[Opening SUPPLIED RECORDS section]

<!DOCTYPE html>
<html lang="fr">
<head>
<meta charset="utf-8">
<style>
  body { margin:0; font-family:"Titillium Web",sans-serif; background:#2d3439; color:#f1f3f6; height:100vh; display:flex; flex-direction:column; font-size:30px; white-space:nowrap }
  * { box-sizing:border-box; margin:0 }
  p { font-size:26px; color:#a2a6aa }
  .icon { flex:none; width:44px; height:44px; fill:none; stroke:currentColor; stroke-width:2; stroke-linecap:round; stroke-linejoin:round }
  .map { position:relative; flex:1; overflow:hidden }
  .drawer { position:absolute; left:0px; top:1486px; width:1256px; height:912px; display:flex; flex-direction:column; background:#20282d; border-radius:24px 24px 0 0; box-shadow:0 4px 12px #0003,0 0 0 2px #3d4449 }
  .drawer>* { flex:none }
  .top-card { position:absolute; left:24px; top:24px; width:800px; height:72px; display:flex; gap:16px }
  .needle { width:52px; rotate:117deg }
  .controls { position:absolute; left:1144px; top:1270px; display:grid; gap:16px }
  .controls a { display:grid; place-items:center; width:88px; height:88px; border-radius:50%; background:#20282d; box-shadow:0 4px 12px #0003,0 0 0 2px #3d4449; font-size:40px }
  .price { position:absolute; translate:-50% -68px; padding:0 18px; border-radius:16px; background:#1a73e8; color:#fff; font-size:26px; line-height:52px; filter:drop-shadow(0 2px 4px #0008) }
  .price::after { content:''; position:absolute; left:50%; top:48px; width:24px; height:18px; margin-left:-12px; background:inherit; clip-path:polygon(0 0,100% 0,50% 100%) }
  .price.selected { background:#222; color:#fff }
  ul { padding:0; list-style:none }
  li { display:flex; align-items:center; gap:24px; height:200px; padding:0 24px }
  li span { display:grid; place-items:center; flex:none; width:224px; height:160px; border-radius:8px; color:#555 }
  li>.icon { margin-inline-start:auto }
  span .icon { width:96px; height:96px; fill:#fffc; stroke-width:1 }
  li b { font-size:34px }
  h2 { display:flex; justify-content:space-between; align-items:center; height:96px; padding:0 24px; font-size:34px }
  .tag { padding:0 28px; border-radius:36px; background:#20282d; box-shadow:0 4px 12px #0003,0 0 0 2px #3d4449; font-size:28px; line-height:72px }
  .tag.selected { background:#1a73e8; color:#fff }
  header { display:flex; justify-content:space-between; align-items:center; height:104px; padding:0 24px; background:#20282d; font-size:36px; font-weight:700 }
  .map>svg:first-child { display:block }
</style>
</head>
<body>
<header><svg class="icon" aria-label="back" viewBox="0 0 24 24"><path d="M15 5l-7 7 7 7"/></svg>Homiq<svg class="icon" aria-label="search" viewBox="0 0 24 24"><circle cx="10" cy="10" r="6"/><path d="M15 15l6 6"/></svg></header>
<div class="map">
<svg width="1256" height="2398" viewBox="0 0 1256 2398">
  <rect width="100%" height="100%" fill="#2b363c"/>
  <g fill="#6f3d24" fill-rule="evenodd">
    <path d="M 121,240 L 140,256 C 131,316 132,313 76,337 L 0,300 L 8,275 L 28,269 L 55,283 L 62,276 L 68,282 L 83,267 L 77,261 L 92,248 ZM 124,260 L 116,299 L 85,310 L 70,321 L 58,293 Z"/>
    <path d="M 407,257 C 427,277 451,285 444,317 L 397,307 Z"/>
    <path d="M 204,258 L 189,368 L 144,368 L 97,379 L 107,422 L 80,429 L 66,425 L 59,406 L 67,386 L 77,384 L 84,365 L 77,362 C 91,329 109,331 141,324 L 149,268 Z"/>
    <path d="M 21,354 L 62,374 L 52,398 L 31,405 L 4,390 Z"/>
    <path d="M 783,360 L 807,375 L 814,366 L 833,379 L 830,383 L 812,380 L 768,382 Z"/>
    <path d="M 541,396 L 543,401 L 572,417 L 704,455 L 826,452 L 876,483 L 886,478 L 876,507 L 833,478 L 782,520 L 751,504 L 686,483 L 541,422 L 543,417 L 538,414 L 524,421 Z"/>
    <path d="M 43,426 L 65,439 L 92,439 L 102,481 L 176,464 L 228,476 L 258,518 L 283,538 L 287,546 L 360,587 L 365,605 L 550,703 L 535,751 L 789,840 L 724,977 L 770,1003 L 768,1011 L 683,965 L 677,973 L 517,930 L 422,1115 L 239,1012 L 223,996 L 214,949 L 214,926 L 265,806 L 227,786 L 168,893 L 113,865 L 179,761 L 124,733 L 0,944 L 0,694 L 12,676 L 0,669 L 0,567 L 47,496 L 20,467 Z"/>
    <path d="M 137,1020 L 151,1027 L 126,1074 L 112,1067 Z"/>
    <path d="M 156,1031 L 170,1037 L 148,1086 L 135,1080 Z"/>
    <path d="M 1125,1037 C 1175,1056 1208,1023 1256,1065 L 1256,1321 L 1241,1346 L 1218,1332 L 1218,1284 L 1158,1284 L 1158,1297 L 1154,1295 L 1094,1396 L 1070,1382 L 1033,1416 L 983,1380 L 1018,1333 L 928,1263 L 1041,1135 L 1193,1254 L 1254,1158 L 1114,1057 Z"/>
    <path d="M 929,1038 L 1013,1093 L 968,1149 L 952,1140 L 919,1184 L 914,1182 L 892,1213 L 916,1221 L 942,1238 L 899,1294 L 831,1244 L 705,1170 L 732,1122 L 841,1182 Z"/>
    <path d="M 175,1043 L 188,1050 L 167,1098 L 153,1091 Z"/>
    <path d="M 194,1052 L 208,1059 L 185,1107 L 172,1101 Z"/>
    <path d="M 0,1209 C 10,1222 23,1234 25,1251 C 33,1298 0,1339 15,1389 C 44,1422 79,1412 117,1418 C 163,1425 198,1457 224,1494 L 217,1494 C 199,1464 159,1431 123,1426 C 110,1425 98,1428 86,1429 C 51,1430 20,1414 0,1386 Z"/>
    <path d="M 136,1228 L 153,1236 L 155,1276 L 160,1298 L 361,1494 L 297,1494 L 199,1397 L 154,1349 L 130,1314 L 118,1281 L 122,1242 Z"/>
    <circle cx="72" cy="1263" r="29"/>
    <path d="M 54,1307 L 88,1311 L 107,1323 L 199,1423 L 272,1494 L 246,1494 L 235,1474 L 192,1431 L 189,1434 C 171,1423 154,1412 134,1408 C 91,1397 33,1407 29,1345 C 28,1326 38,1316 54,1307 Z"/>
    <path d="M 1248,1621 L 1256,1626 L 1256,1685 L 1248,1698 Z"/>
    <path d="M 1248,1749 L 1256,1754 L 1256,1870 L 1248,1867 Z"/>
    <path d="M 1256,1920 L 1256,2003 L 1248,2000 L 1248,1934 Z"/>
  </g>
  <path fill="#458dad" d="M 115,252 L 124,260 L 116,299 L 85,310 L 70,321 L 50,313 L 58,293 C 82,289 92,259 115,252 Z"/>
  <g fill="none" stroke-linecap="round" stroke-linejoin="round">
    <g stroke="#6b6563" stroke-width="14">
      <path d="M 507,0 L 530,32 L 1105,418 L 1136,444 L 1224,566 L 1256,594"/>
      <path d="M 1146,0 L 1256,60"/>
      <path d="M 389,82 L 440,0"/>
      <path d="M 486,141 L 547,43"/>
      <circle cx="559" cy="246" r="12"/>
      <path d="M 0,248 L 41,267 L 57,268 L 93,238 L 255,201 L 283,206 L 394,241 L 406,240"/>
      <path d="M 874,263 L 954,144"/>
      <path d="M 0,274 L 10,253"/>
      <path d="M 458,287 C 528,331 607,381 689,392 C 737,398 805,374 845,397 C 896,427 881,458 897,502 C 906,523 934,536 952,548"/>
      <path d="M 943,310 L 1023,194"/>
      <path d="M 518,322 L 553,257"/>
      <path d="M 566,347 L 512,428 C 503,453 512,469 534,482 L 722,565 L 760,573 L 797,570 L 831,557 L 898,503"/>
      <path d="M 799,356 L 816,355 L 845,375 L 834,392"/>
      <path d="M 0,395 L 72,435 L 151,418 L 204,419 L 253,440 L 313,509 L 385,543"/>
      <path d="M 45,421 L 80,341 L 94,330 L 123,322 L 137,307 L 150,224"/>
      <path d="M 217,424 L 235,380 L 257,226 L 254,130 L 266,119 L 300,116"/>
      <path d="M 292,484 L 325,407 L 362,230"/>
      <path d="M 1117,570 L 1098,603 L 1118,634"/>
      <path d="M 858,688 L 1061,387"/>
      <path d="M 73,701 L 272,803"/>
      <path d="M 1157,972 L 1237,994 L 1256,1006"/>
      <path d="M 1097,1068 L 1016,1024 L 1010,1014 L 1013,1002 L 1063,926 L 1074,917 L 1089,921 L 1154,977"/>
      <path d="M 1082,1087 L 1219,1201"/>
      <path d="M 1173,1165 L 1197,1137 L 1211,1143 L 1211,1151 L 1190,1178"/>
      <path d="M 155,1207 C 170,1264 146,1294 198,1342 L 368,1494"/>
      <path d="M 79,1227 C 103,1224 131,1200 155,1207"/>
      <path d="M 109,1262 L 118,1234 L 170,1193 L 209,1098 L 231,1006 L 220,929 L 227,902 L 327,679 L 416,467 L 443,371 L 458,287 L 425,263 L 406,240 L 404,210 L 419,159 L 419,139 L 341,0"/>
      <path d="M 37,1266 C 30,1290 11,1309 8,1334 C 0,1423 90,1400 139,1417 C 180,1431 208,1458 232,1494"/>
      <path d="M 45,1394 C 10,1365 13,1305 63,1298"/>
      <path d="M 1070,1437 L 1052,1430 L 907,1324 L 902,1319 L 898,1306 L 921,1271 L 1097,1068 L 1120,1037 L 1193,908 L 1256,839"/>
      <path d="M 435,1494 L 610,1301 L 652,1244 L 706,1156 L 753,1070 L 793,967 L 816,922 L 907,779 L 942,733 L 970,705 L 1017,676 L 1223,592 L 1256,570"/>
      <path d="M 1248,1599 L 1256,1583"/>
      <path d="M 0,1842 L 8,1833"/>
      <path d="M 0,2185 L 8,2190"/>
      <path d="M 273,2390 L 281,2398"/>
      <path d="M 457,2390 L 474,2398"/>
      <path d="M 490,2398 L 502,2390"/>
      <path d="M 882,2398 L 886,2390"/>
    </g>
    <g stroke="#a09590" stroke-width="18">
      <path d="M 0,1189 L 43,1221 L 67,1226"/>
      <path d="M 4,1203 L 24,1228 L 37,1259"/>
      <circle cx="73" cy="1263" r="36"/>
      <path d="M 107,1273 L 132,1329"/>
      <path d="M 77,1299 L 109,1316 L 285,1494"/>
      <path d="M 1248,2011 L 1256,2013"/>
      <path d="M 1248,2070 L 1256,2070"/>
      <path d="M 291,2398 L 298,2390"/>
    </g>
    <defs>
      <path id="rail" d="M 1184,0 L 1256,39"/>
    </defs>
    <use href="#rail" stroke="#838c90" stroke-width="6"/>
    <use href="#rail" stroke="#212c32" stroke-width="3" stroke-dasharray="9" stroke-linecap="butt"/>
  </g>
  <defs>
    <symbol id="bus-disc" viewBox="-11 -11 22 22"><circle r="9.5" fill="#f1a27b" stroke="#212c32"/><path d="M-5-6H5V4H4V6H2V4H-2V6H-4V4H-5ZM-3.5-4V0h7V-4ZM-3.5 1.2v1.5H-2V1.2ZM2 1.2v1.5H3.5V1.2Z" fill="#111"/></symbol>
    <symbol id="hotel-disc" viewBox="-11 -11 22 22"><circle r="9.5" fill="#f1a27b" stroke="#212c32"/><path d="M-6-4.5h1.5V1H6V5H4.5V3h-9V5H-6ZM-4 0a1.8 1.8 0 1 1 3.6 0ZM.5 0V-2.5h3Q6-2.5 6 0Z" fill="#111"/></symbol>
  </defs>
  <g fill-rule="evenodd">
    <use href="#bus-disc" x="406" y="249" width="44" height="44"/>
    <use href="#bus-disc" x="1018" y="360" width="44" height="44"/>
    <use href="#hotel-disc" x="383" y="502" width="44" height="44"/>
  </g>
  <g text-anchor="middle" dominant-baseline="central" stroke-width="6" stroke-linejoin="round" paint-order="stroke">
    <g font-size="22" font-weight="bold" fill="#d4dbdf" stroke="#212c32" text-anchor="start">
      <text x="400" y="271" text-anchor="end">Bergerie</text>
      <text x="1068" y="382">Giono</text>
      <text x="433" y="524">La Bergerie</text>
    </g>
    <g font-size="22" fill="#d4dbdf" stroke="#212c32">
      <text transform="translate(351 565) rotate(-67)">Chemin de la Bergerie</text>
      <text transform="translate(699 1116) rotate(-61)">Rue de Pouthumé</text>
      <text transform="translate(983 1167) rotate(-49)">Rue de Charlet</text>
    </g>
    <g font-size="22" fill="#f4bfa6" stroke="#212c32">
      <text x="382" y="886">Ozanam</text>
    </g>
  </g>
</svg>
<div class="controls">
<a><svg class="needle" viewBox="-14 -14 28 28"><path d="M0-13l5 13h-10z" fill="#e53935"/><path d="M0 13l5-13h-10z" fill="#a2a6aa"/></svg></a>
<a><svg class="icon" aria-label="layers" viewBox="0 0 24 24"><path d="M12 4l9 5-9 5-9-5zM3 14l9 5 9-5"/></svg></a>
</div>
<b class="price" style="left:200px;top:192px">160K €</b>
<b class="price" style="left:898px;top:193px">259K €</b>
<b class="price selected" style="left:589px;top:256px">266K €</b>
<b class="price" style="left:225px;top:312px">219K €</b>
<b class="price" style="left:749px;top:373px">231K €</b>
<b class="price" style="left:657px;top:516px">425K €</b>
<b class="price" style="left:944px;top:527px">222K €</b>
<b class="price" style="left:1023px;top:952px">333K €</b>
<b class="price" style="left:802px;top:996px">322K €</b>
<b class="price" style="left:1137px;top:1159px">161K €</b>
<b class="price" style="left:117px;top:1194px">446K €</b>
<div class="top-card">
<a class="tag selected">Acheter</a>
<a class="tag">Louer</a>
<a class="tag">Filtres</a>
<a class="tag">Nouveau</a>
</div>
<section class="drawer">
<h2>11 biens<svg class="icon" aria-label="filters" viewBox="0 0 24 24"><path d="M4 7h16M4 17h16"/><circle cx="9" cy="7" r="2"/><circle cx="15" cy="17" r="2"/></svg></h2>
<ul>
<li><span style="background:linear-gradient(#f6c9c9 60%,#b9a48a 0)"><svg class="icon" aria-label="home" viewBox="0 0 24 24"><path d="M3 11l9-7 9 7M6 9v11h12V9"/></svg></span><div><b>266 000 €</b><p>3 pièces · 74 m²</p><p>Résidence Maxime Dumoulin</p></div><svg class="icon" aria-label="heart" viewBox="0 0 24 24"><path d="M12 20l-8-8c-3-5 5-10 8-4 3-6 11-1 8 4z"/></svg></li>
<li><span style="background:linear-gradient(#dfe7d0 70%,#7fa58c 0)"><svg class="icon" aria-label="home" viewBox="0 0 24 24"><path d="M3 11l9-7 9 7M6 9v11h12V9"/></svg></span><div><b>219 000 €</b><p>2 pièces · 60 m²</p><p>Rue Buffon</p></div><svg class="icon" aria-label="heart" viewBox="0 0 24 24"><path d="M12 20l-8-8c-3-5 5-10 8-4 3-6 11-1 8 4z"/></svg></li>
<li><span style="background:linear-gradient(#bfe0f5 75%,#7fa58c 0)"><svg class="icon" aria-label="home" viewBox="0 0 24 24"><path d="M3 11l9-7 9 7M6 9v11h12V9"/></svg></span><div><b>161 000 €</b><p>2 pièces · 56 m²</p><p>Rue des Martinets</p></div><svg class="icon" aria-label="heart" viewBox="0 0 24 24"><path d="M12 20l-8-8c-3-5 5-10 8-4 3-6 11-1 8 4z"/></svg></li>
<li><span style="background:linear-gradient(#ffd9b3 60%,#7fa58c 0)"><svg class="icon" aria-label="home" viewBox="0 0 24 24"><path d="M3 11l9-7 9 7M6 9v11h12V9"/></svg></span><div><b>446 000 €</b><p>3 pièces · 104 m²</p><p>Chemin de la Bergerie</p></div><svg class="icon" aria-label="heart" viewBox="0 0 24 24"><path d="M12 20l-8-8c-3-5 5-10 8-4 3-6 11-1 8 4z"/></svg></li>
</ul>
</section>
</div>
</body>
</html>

[Closing SUPPLIED RECORDS section]

◆ REQUIREMENT ◆
Go through the records from the first line and copy each one exactly, ending after the line that contains "background:#2d3439; color:#f1f3f6; height:100vh;". Give nothing else.

◆ REPLY ◆
<!DOCTYPE html>
<html lang="fr">
<head>
<meta charset="utf-8">
<style>
  body { margin:0; font-family:"Titillium Web",sans-serif; background:#2d3439; color:#f1f3f6; height:100vh; display:flex; flex-direction:column; font-size:30px; white-space:nowrap }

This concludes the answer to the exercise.